HPC 和机器学习专家

Tokyo Institute of Technology TSUBAME3.0

Tokyo Institute of Technology TSUBAME3.0

TSUBAME3.0

Tokyo Institute of Technology Background

Tokyo Institute of Technology (Tokyo Tech, Tokodai or TITech) is a national research university located in Greater Tokyo Area, Japan. Tokyo Tech is the largest institution for higher education in Japan dedicated to science and technology, and is generally considered to be one of the most prestigious universities in Japan.

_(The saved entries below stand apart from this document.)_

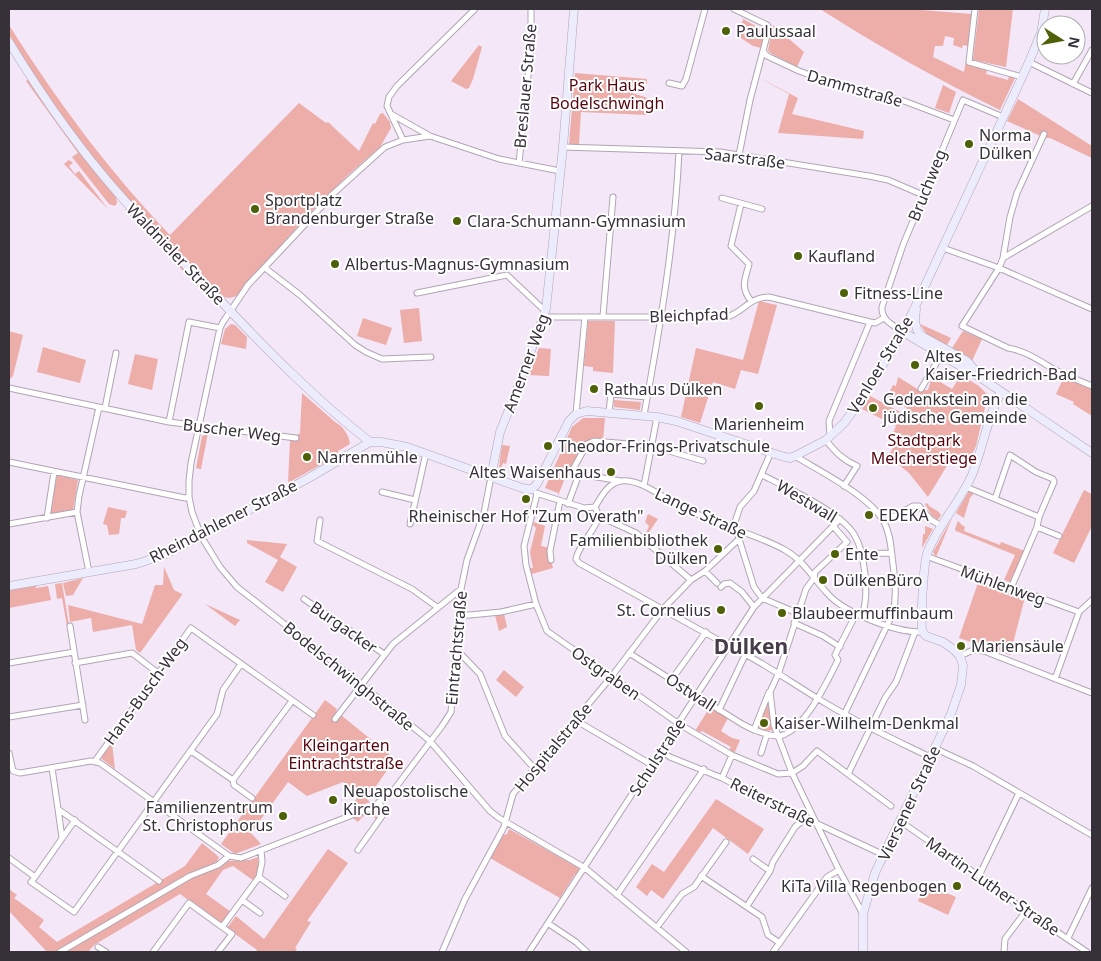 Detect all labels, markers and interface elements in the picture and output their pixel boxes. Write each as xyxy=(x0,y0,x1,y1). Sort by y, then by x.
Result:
north arrow xyxy=(1036,15,1086,65)
place label: Paulussaal xyxy=(736,20,816,42)
street label: Breslauer Straße xyxy=(509,23,541,149)
marker: Paulussaal xyxy=(720,25,732,37)
text: N xyxy=(1064,35,1085,50)
street label: Dammstraße xyxy=(805,64,905,112)
park label: Park Haus Bodelschwingh xyxy=(550,74,664,114)
place label: Norma Dülken xyxy=(979,124,1032,164)
marker: Norma Dülken xyxy=(963,138,975,150)
street label: Saarstraße xyxy=(703,142,787,174)
street label: Bruchweg xyxy=(903,146,951,224)
place label: Sportplatz Brandenburger Straße xyxy=(265,189,434,229)
street label: Waldnieler Straße xyxy=(122,198,230,310)
marker: Sportplatz Brandenburger Straße xyxy=(249,203,261,215)
place label: Clara-Schumann-Gymnasium xyxy=(467,210,686,232)
marker: Clara-Schumann-Gymnasium xyxy=(451,215,463,227)
place label: Kaufland xyxy=(808,245,875,267)
marker: Kaufland xyxy=(792,250,804,262)
place label: Albertus-Magnus-Gymnasium xyxy=(345,253,570,275)
marker: Albertus-Magnus-Gymnasium xyxy=(329,258,341,270)
place label: Fitness-Line xyxy=(854,282,943,304)
marker: Fitness-Line xyxy=(838,287,850,299)
street label: Bleichpfad xyxy=(649,303,729,327)
street label: Amerner Weg xyxy=(498,310,554,416)
street label: Venloer Straße xyxy=(842,312,918,418)
place label: Altes Kaiser-Friedrich-Bad xyxy=(925,345,1077,385)
marker: Altes Kaiser-Friedrich-Bad xyxy=(909,359,921,371)
place label: Rathaus Dülken xyxy=(604,378,722,400)
marker: Rathaus Dülken xyxy=(588,383,600,395)
place label: Gedenkstein an die jüdische Gemeinde xyxy=(882,388,1028,428)
marker: Marienheim xyxy=(753,400,765,412)
marker: Gedenkstein an die jüdische Gemeinde xyxy=(867,402,879,414)
street label: Buscher Weg xyxy=(182,413,282,447)
place label: Marienheim xyxy=(713,413,805,435)
park label: Stadtpark Melcherstiege xyxy=(871,429,977,469)
place label: Theodor-Frings-Privatschule xyxy=(558,435,770,457)
marker: Theodor-Frings-Privatschule xyxy=(542,440,554,452)
place label: Narrenmühle xyxy=(317,446,418,468)
marker: Narrenmühle xyxy=(301,451,313,463)
place label: Altes Waisenhaus xyxy=(469,461,601,483)
marker: Altes Waisenhaus xyxy=(605,466,617,478)
street label: Rheindahlener Straße xyxy=(145,474,301,568)
street label: Westwall xyxy=(773,474,841,528)
street label: Lange Straße xyxy=(651,482,751,544)
marker: Rheinischer Hof "Zum Overath" xyxy=(520,493,532,505)
place label: EDEKA xyxy=(879,504,929,526)
place label: Rheinischer Hof "Zum Overath" xyxy=(409,505,643,527)
marker: EDEKA xyxy=(863,509,875,521)
place label: Familienbibliothek Dülken xyxy=(569,529,708,569)
marker: Familienbibliothek Dülken xyxy=(712,543,724,555)
place label: Ente xyxy=(845,543,879,565)
marker: Ente xyxy=(829,548,841,560)
street label: Mühlenweg xyxy=(958,559,1048,611)
place label: DülkenBüro xyxy=(833,569,922,591)
marker: DülkenBüro xyxy=(817,574,829,586)
street label: Eintrachtstraße xyxy=(440,590,472,706)
street label: Burgacker xyxy=(306,596,382,658)
place label: St. Cornelius xyxy=(617,599,711,621)
place label: Blaubeermuffinbaum xyxy=(792,602,953,624)
marker: St. Cornelius xyxy=(715,604,727,616)
marker: Blaubeermuffinbaum xyxy=(776,607,788,619)
street label: Bodelschwinghstraße xyxy=(279,616,419,736)
district label: Dülken xyxy=(714,632,788,660)
street label: Hans-Busch-Weg xyxy=(99,633,191,749)
place label: Mariensäule xyxy=(971,635,1064,657)
marker: Mariensäule xyxy=(955,640,967,652)
street label: Ostgraben xyxy=(567,641,645,705)
street label: Ostwall xyxy=(662,668,720,716)
street label: Hospitalstraße xyxy=(509,698,597,796)
place label: Kaiser-Wilhelm-Denkmal xyxy=(774,712,959,734)
street label: Schulstraße xyxy=(624,714,690,800)
marker: Kaiser-Wilhelm-Denkmal xyxy=(758,717,770,729)
park label: Kleingarten Eintrachtstraße xyxy=(288,734,404,774)
street label: Viersener Straße xyxy=(873,742,945,864)
street label: Reiterstraße xyxy=(727,772,819,832)
place label: Neuapostolische Kirche xyxy=(343,780,468,820)
marker: Neuapostolische Kirche xyxy=(327,794,339,806)
place label: Familienzentrum St. Christophorus xyxy=(143,796,273,836)
marker: Familienzentrum St. Christophorus xyxy=(277,810,289,822)
street label: Martin-Luther-Straße xyxy=(922,831,1064,941)
place label: KiTa Villa Regenbogen xyxy=(781,875,947,897)
marker: KiTa Villa Regenbogen xyxy=(951,880,963,892)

Tokyo Tech’s main campus is located at Ōokayama on the boundary of Meguro and Ota, with its main entrance facing the Ōokayama Station. Other campuses are located in Suzukakedai and Tamachi. Tokyo Tech is organised into 6 schools, within which there are over 40 departments and research centres. Tokyo Tech enrolled 4,734 undergraduates and 1,464 graduate students for 2015-2016. It employs around 1,100 faculty members.

Project Background

Tokyo Institute of Technology TSUBAME3.0 utilizes Altair Grid Engine and BeeOND an environment with 540 nodes, each with four Nvidia Tesla P100 GPUs (2,160 total), two 14-core Intel Xeon Processor E5-2680 v4 (15,120 cores total), four Intel Omni-Path Architecture (Intel OPA) 100 Series host fabric adapters (2,160 ports total), and 2 TB of Intel SSD DC Product Family for NVMe storage devices.

TSUBAME3.0

Use case

Altair Grid Engine allows TSUBAME3.0 to create resource groups from GPUs, CPUs, memory and the Omni-Path interconnect. No other job scheduler has this capability today. UGE creates and manages Docker containers dynamically. BeeOND creates a temporary high speed scratch burst buffer like file system utilizing NVMe in the compute nodes with a maximum capacity of 1PB. The size of the on demand file system is determined when a job is started by Altair Grid Engine.

Pacific Teck’s role

Pacific Teck worked closely with the staff at the Tokyo Institute of Technology and the system integrator HPE (previously SGI) to understand the requirements for this challanging project to povide some of the most advance job scheduling cabilities in the world. Pacific Teck communicated the requirments of Tokyo Institute of Technology to the Altair development team. A new version of Altair Grid Engine 8.6 was released which now makes the feature set that was developed for Tokyo Institute of Technology to be availble for the general market. We do believe that with this project we will enable higher utilization rates of supercpomuters across the globe.